▶ ACTION ITEM
Find the word "Minified" in the listing below, then return every line it appears in.

▶ DATA RECORDS
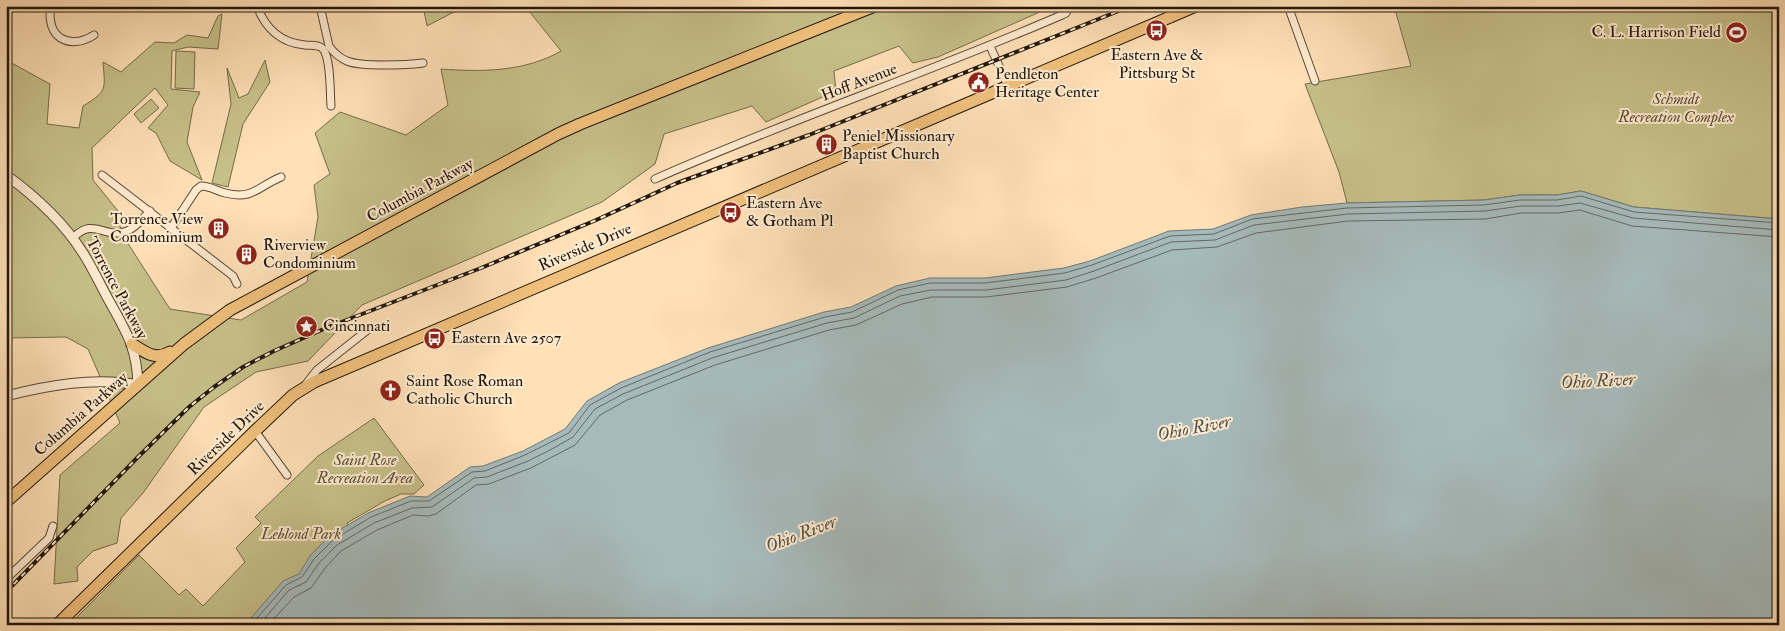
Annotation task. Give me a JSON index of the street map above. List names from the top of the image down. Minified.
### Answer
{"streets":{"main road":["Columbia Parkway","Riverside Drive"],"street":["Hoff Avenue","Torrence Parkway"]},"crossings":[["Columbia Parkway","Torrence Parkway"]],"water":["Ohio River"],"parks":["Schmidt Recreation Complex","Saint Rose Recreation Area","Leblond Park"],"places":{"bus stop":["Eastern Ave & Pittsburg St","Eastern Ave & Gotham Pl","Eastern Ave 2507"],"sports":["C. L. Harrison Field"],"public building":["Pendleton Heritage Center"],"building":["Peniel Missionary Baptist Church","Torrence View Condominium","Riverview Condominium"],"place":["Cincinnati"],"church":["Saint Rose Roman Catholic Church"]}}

==

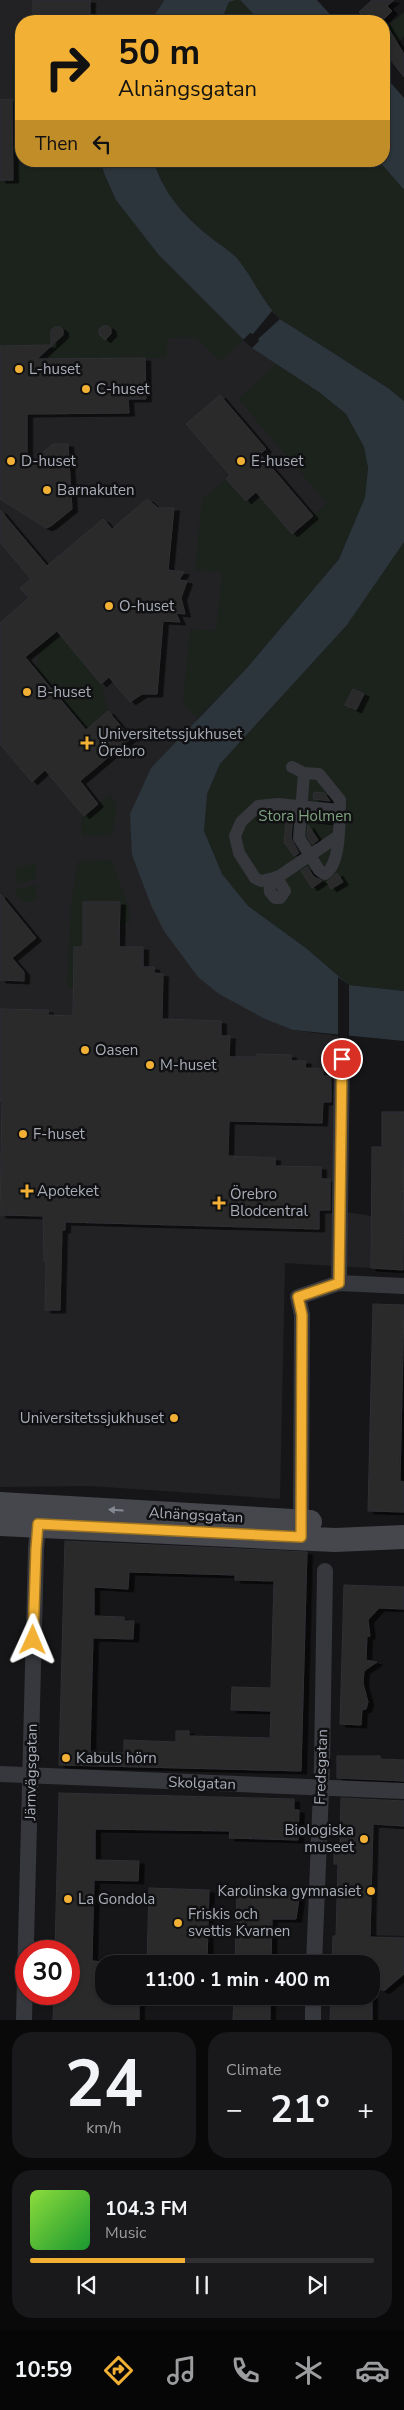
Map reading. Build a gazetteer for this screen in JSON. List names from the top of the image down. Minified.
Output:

...

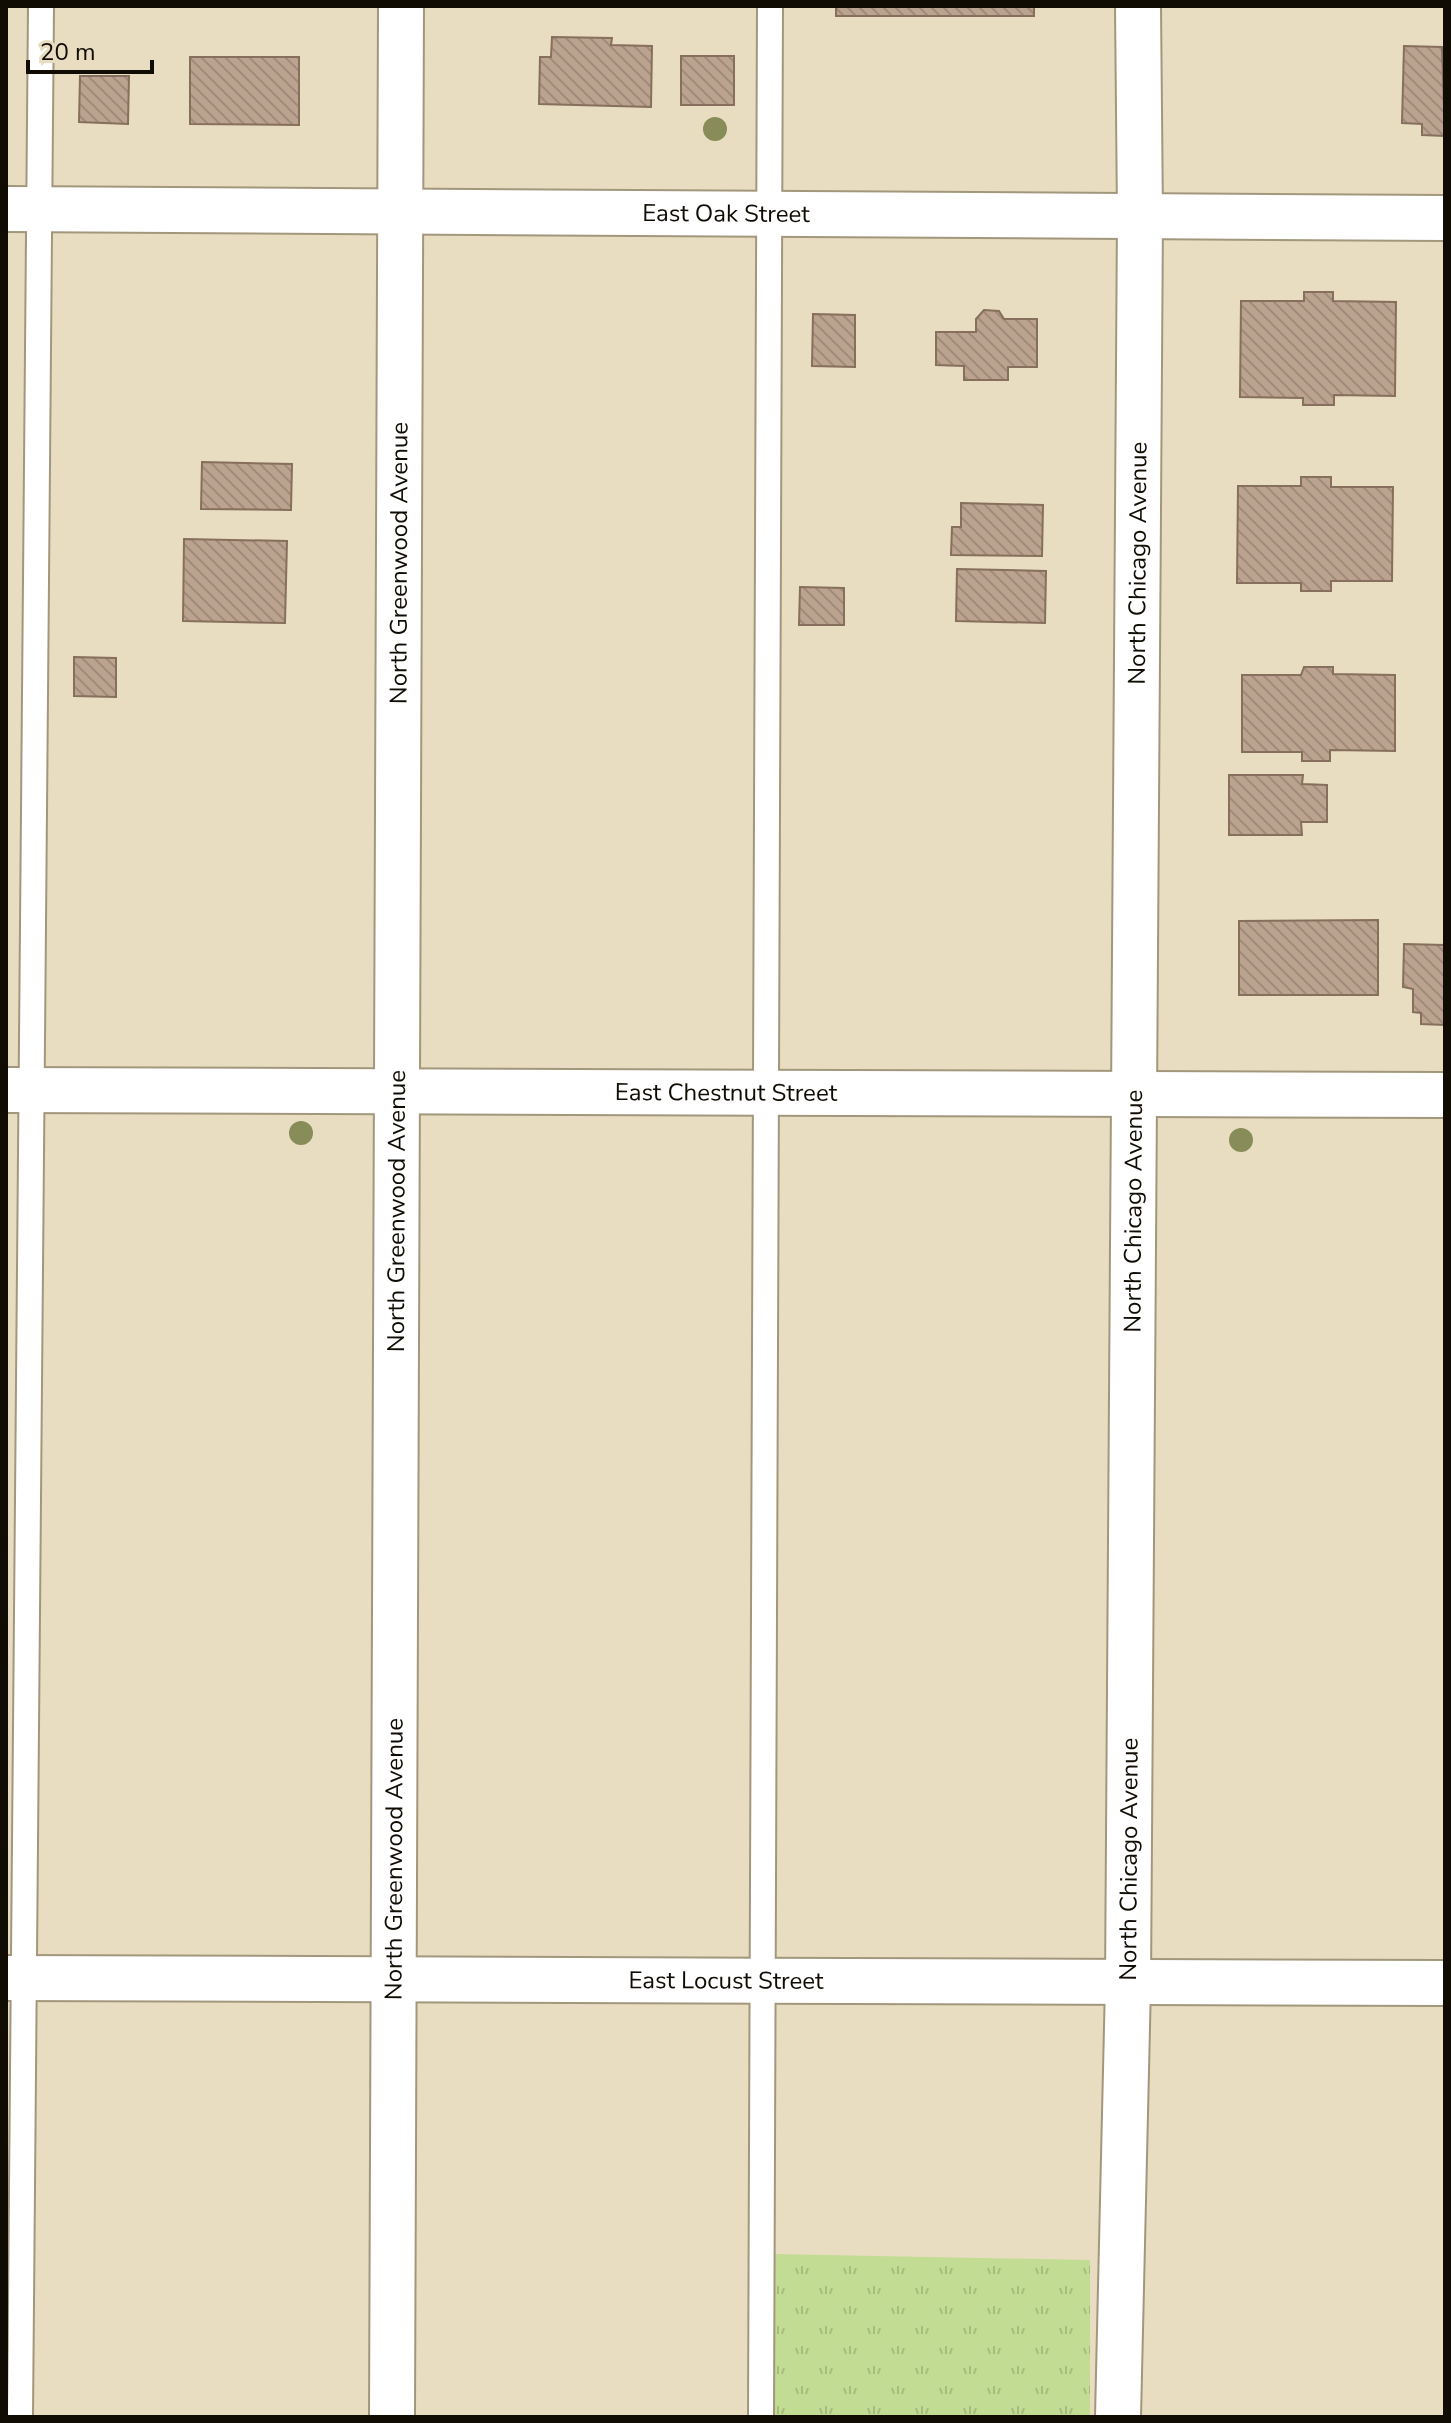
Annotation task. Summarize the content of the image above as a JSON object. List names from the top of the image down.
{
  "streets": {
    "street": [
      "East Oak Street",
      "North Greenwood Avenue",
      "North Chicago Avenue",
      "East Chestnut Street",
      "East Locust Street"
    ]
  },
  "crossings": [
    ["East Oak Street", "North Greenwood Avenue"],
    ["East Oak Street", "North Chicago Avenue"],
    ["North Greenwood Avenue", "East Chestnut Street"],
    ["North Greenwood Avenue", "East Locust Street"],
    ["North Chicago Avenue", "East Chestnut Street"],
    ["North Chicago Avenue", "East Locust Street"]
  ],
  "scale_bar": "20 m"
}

▶ YOUR SOLUTION
Annotation task. Give me a JSON index of the street map above. List names from the top of the image down. Minified.
Map reading. Build a gazetteer for this screen in JSON. List names from the top of the image down. Minified.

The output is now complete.